Buffer Flushing and Checkpointing
Flushing is the process of synchronizing and committing changes from in-memory buffers such as Page Cache or Memtable in this case, to the primary disk-resident storage specially in storage engines having two-level memory hierarchy (main memory and disk). Due to limited size of RAM flushing is inevitable as the buffer cannot keep growing in perpetuity.
In databases using Page Cache, the dirty pages are periodically flushed back to disk during Buffer to Disk Checkpoint process or cache eviction process to make the changes durable. In the presented storage model the writes buffered in Memtable are flushed to disk periodically when the Memtable reaches a specific size threshold. While after flushing the page cache to disk the flushed in-memory pages are not necessarily evicted from the cache, in this case the Memtable buffer is emptied when flushed to free up space for new updates.
Checkpoint process coordinates the Buffer Flushing of unpersisted changes from in-memory buffer to the primary disk-resident storage. This process is usually run periodically in the background. The updates that were successfully flushed from the Memtable can be discarded from the commit log. Therefore checkpoint process also acts as a watermark for logging process to indicate that the records up to a specific mark have been successfully persisted and no longer required in the commit log.
Flushing Frequency Tradeoffs
The longer the flushing process is postponed, less disk access is need at the cost of more memory being required and possibly longer crash recovery. If flushing is performed more frequent, less memory is needed at the cost of more frequent disk accesses.
Data Structure
Popular in-memory data structures which can be used for maintaining the in-memory sorted key-value records include Red-black trees, (2–3) trees or AVL trees [2].
LSM-Tree
The storage model that has been presented so far is essentially what Log-structured Merge Tree or LSM-Tree entails as a hybrid (multi-component) data indexing technique first introduced by Patrick O’Neil et al [2] in 1996 to propose a more efficient on-disk indexing structure than the common algorithms and methods in commercial databases mainly B-Tree.
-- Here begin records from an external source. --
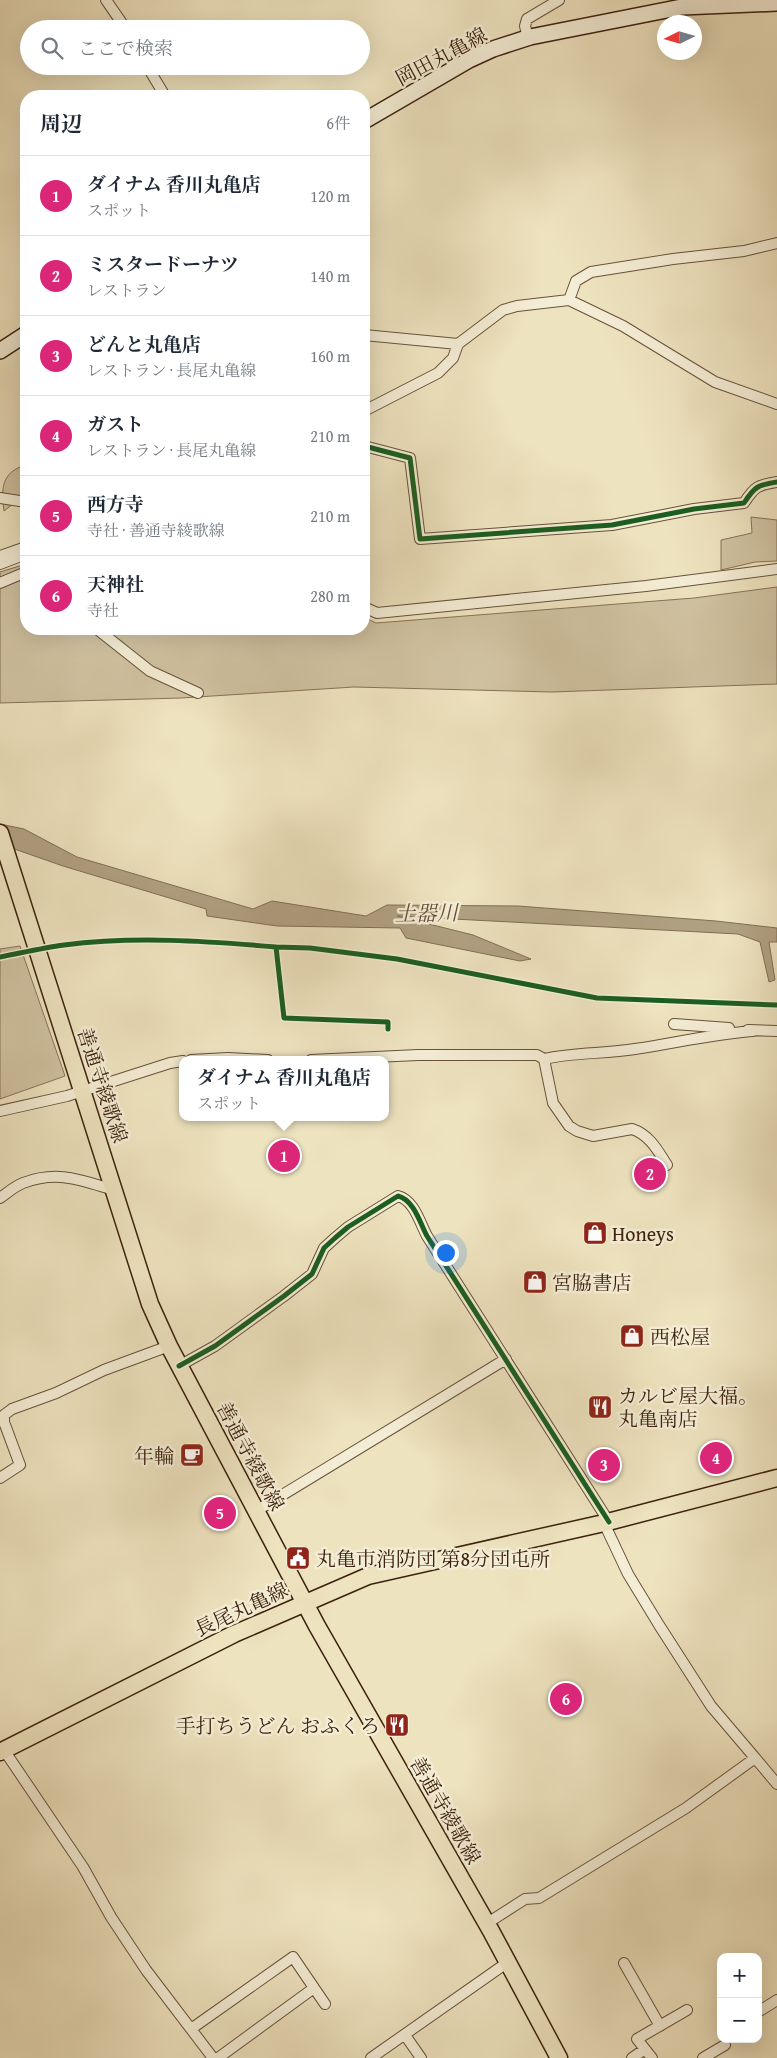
<!DOCTYPE html>
<html lang="ja">
<head>
<meta charset="utf-8">
<style>
	body { margin:0; font-family:"Gentium Book Plus","Noto Serif JP",serif; background:#f6f6f7; color:#1f2937 }
	.controls { position:absolute; right:15px; bottom:15px; display:grid; overflow:hidden; border-radius:10px; box-shadow:0 5px 20px #0002 }
	.controls button { width:45px; height:45px; display:grid; place-items:center; padding:0; border:0; border-bottom:1px solid #e0e1e3; background:#fff; color:#1f2937; font:25px sans-serif }
	.compass { position:absolute; left:657px; top:15px; width:45px; height:45px; border-radius:50%; background:#fff; box-shadow:0 5px 20px #0002; rotate:265deg }
	.you { position:absolute; left:445px; top:1252px; width:18px; height:18px; margin:-12px; border:4px solid #fff; border-radius:50%; background:#1a73e8; box-shadow:0 0 0 8px #1a73e833 }
	.badge { display:grid; place-items:center; width:32px; height:32px; border-radius:50%; background:#db2777; color:#fff; font-size:16px; font-weight:700 }
	.pin { position:absolute; translate:-50% -50%; border:2px solid #fff; box-shadow:0 1px 5px #0006 }
	.popup { position:absolute; left:179px; top:1056px; width:210px; height:65px; box-sizing:border-box; display:grid; place-content:center; border-radius:10px; background:#fff; filter:drop-shadow(0 1px 4px #0005); font-size:16px; white-space:nowrap; color:#747a83 }
	.popup b { font-size:19px; color:#1f2937 }
	.popup::after { content:''; position:absolute; left:50%; top:100%; margin-left:-10px; border:10px solid transparent; border-top-color:#fff }
	.list { margin:0; padding:0; list-style:none }
	h2 { display:flex; justify-content:space-between; align-items:center; height:65px; margin:0; padding:0 20px; font-size:21px }
	h2 small { font-size:16px; font-weight:400; color:#747a83 }
	.list li { display:grid; grid-template-columns:32px 1fr auto; gap:15px; align-items:center; box-sizing:border-box; height:80px; padding:0 20px; border-top:1px solid #e0e1e3 }
	.list b { display:block; font-size:19px; white-space:nowrap }
	.list p { margin:0; font-size:16px; white-space:nowrap; color:#747a83 }
	.list em { font-size:16px; font-style:normal; color:#747a83 }
	.icon { flex:none; width:28px; height:28px; fill:none; stroke:currentColor; stroke-width:2; stroke-linecap:round; stroke-linejoin:round }
	.map { position:relative; flex:none; width:777px; height:2058px; overflow:hidden }
	.search { position:absolute; background:#fff; box-shadow:0 5px 20px #0002; left:20px; top:20px; width:350px; height:55px; display:flex; align-items:center; gap:12px; box-sizing:border-box; padding:0 18px; border-radius:28px; color:#747a83; font-size:19px }
	.panel { position:absolute; background:#fff; box-shadow:0 5px 20px #0002; left:20px; top:90px; width:350px; height:545px; border-radius:20px }
	.map>svg:first-child { display:block }
	.green { fill:#d0c2a1; stroke:#867258 }
	.water { fill:#b1a183; stroke:#826e54 }
	.lines { fill:none; stroke-linecap:round; stroke-linejoin:round }
	.street-casing { stroke:#68523a; stroke-width:12 }
	.secondary-casing { stroke:#3c210e; stroke-width:18 }
	.primary-casing { stroke:#3c210e; stroke-width:19 }
	.street { stroke:#f4edd5; stroke-width:10 }
	.secondary { stroke:#f4edd5; stroke-width:15 }
	.primary { stroke:#eee3bf; stroke-width:16 }
	.cycleway-casing { stroke:#f4edd5; stroke-width:8 }
	.cycleway { stroke:#1b5e20; stroke-width:5 }
	.labels { text-anchor:middle; dominant-baseline:central; stroke-width:5; stroke-linejoin:round; paint-order:stroke }
	.street-label { font-size:20px; fill:#3c210e; stroke:#f4edd5 }
	.poi-label { font-size:20px; fill:#3c210e; stroke:#f4edd5; text-anchor:start }
	.water-label { font-size:21px; font-style:italic; fill:#654e37; stroke:#f4edd5 }
</style>
</head>
<body>
<div class="map">
<svg width="777" height="2058" viewBox="0 0 777 2058">
	<rect width="100%" height="100%" fill="#eee3bf"/>
	<filter id="stains"><feTurbulence type="fractalNoise" baseFrequency=".004" numOctaves="4"/><feColorMatrix values="0 0 0 0 .2 0 0 0 0 .09 0 0 0 0 .02 0 0 0 .5 -.17"/></filter>
	<radialGradient id="worn" r=".72"><stop offset=".6" stop-color="#630" stop-opacity="0"/><stop offset="1" stop-color="#630" stop-opacity=".3"/></radialGradient>
	<path class="green" d="M26,465V500H18L4,511C1,489 1,472 26,465Z
		M751,517L777,520V561L755,562L721,570V540L752,533Z
		M26,564V629H364V617L376,623L694,598L777,587V684L552,692L354,687L181,698L0,703V572Z
		M20,946L65,1076L0,1099V949Z"/>
	<path class="water" d="M0,824L24,829L77,857L253,909L272,901L366,916L387,905L518,906L716,921L777,928V942H769L775,980L769,982L760,942L738,934L397,916L473,935L531,959L520,961L406,938L400,928L277,926L207,916L206,909L63,866L0,844Z"/>
	<g class="lines">
		<defs>
			<path id="street" d="M106,0L126,29
				M528,38L525,26L527,19L559,0
				M147,66L165,96
				M569,300L576,281L591,272L673,259L744,251L777,243
				M364,335L458,344
				M364,411L438,373L453,358L458,344L503,310L517,306L569,300L623,326L715,382L777,404
				M364,446L410,458L420,539L612,525L694,509L744,503C755,486 758,485 777,482
				M0,498L26,502
				M0,556L26,547
				M0,564L26,554
				M0,583L26,572
				M364,607L377,613L646,586L777,569
				M97,629L150,671L198,693
				M674,1024L729,1028
				M748,1030L777,1031
				M544,1059C574,1052 605,1054 635,1049C675,1043 713,1034 753,1031
				M191,1060L228,1058L268,1060
				M311,1060L418,1055H537L544,1059L553,1103L569,1126L577,1131L593,1136L632,1129C650,1135 658,1151 667,1165
				M0,1111L67,1096L170,1063L183,1061
				M0,1198C7,1193 15,1186 23,1183C58,1170 80,1180 114,1190
				M179,1366L215,1346L284,1296L312,1274L324,1248L335,1238L348,1227L398,1196C414,1200 420,1223 427,1236L609,1522
				M0,1478L20,1465L4,1422V1415L12,1409L56,1393L104,1370L169,1346
				M256,1511L506,1359
				M604,1523L628,1574L659,1625L711,1706L756,1759
				M4,1750L83,1867L111,1917L146,1970L213,2058
				M486,1924L525,1899L539,1898L686,1808L751,1761L756,1759L777,1784
				M624,1963L660,2026
				M758,2012L777,2000
				M191,2029L293,1957L325,2004
				M405,2035L421,2058
				M218,2058L314,1988
				M371,2058L508,1962
				M632,2058L645,2049
				M652,2058L637,2039L687,2010
				M703,2058L725,2045"/>
			<path id="secondary" d="M364,121L469,60L493,49L530,37L682,7L777,3
				M0,351L26,334"/>
			<path id="primary" d="M0,833L150,1304L169,1346L317,1626L491,1931L559,2058
				M0,1752L234,1634L368,1576L604,1523L777,1478"/>
		</defs>
		<use href="#street" class="street-casing"/>
		<use href="#secondary" class="secondary-casing"/>
		<use href="#primary" class="primary-casing"/>
		<use href="#street" class="street"/>
		<use href="#secondary" class="secondary"/>
		<use href="#primary" class="primary"/>
		<defs>
			<path id="cycleway" d="M364,446L410,458L420,539L612,525L694,509L744,503C755,486 758,485 777,482
				M0,957C21,953 42,948 64,945C134,936 206,941 276,947
				M388,1029V1022L284,1018L276,947L310,948L397,959L597,998L777,1005
				M179,1366L215,1346L284,1296L312,1274L324,1248L335,1238L348,1227L398,1196C414,1200 420,1223 427,1236L609,1522"/>
		</defs>
		<use href="#cycleway" class="cycleway-casing"/>
		<use href="#cycleway" class="cycleway"/>
	</g>
	<defs>
		<symbol id="shop-square" viewBox="-11 -11 22 22"><rect x="-9" y="-9" width="18" height="18" rx="4" fill="#8f2418" stroke="#f4edd5"/><path d="M-5-2.5h2.3a2.7 3.5 0 0 1 5.4 0H5L5.5 6h-11ZM-1.5-2.5h3a1.5 2.3 0 0 0-3 0Z" fill="#fff"/></symbol>
		<symbol id="restaurant-square" viewBox="-11 -11 22 22"><rect x="-9" y="-9" width="18" height="18" rx="4" fill="#8f2418" stroke="#f4edd5"/><path d="M-5-6h1v4h1v-4h1v4h1v-4h1v5L-1.5 .5V6h-2V.5L-5-1ZM5-6V6H3V1.5H1.5Q1.5-4 5-6Z" fill="#fff"/></symbol>
		<symbol id="cafe-square" viewBox="-11 -11 22 22"><rect x="-9" y="-9" width="18" height="18" rx="4" fill="#8f2418" stroke="#f4edd5"/><path d="M-5.5-4.5H6V0H3Q3 3.5 0 3.5H-2.5Q-5.5 3.5-5.5 0ZM3-3.2v2h1.7v-2ZM-6 4.5H4V6H-6Z" fill="#fff"/></symbol>
		<symbol id="civic-square" viewBox="-11 -11 22 22"><rect x="-9" y="-9" width="18" height="18" rx="4" fill="#8f2418" stroke="#f4edd5"/><path d="M-.6-6.5H3V-4.5H.6V-3L4-1V1h2V6H-6V1h2V-1L-.6-3ZM-1.2 2.5V6h2.4V2.5Z" fill="#fff"/></symbol>
	</defs>
	<g fill-rule="evenodd">
		<use href="#shop-square" x="581" y="1219" width="28" height="28"/>
		<use href="#shop-square" x="521" y="1268" width="28" height="28"/>
		<use href="#shop-square" x="618" y="1322" width="28" height="28"/>
		<use href="#restaurant-square" x="586" y="1393" width="28" height="28"/>
		<use href="#cafe-square" x="178" y="1441" width="28" height="28"/>
		<use href="#civic-square" x="284" y="1544" width="28" height="28"/>
		<use href="#restaurant-square" x="383" y="1711" width="28" height="28"/>
	</g>
	<g class="labels">
		<g class="street-label">
			<text transform="translate(441 56) rotate(-28)">岡田丸亀線</text>
			<text transform="translate(103 1085) rotate(72)">善通寺綾歌線</text>
			<text transform="translate(251 1456) rotate(62)">善通寺綾歌線</text>
			<text transform="translate(241 1609) rotate(-25)">長尾丸亀線</text>
			<text transform="translate(446 1810) rotate(60)">善通寺綾歌線</text>
		</g>
		<g class="poi-label">
			<text x="612" y="1233">Honeys</text>
			<text x="552" y="1282">宮脇書店</text>
			<text x="650" y="1336">西松屋</text>
			<text x="618" y="1395">カルビ屋大福。<tspan x="618" dy="23">丸亀南店</tspan></text>
			<text x="174" y="1455" text-anchor="end">年輪</text>
			<text x="316" y="1558">丸亀市消防団 第8分団屯所</text>
			<text x="380" y="1725" text-anchor="end">手打ちうどん おふくろ</text>
		</g>
		<g class="water-label">
			<text transform="translate(426 913) rotate(-1)">土器川</text>
		</g>
	</g>
	<rect width="100%" height="100%" filter="url(#stains)"/>
	<rect width="100%" height="100%" fill="url(#worn)"/>
</svg>
<div class="controls">
<button>+</button>
<button>−</button>
</div>
<svg class="compass" viewBox="-18 -18 36 36"><path d="M0-13l5 13h-10z" fill="#e53935"/><path d="M0 13l5-13h-10z" fill="#747a83"/></svg>
<div class="you"></div>
<div class="pin badge" style="left:284px;top:1156px">1</div>
<div class="popup"><b>ダイナム 香川丸亀店</b>スポット</div>
<div class="pin badge" style="left:650px;top:1174px">2</div>
<div class="pin badge" style="left:604px;top:1465px">3</div>
<div class="pin badge" style="left:716px;top:1458px">4</div>
<div class="pin badge" style="left:220px;top:1513px">5</div>
<div class="pin badge" style="left:566px;top:1699px">6</div>
<div class="search"><svg class="icon" aria-label="search" viewBox="0 0 24 24"><circle cx="10" cy="10" r="6"/><path d="M15 15l6 6"/></svg>ここで検索</div>
<section class="panel">
<h2>周辺<small>6件</small></h2>
<ul class="list">
<li><span class="badge">1</span><div><b>ダイナム 香川丸亀店</b><p>スポット</p></div><em>120 m</em></li>
<li><span class="badge">2</span><div><b>ミスタードーナツ</b><p>レストラン</p></div><em>140 m</em></li>
<li><span class="badge">3</span><div><b>どんと丸亀店</b><p>レストラン · 長尾丸亀線</p></div><em>160 m</em></li>
<li><span class="badge">4</span><div><b>ガスト</b><p>レストラン · 長尾丸亀線</p></div><em>210 m</em></li>
<li><span class="badge">5</span><div><b>西方寺</b><p>寺社 · 善通寺綾歌線</p></div><em>210 m</em></li>
<li><span class="badge">6</span><div><b>天神社</b><p>寺社</p></div><em>280 m</em></li>
</ul>
</section>
</div>
</body>
</html>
The main goal was to find a more I/O efficient mechanism for indexing history tables with high insert rate and volume in transactional systems, since using existing popular B-Tree structured deemed costly in terms of I/O efficiency. Updates on traditional B-Tree used in relational databases usually involves multiple random read and writes. Therefore the main goal of development of LSM-Tree model was to reduce the cost of I/O related to B-Trees specially for heavy-write use-cases.
In general the presented LSM-Tree is more suitable when the rate of writes and inserts are a lot higher and more common that lookups [2]. However with extra optimizations used by various key-value stores the lookup efficiency has been improved.
It must be emphasized that the original LSM-Tree design doesn’t include the components such as SSTable presented earlier. Google BigTable improved the model by introducing SSTable as the on-disk data structure and forcing the records to be sorted by key in the in-memory component (Memtable) before flushing to disk.
In the next part, one of the major background data operations to manage the on-disk data in the presented LSM-Tree design will be discussed.
References
[1] Chang, Fay, et al. "Bigtable: A distributed storage system for structured data." ACM Transactions on Computer Systems (TOCS) 26.2 (2008): 1-26.
[2] O’Neil, Patrick, et al. "The log-structured merge-tree (LSM-tree)." Acta Informatica 33 (1996): 351-385.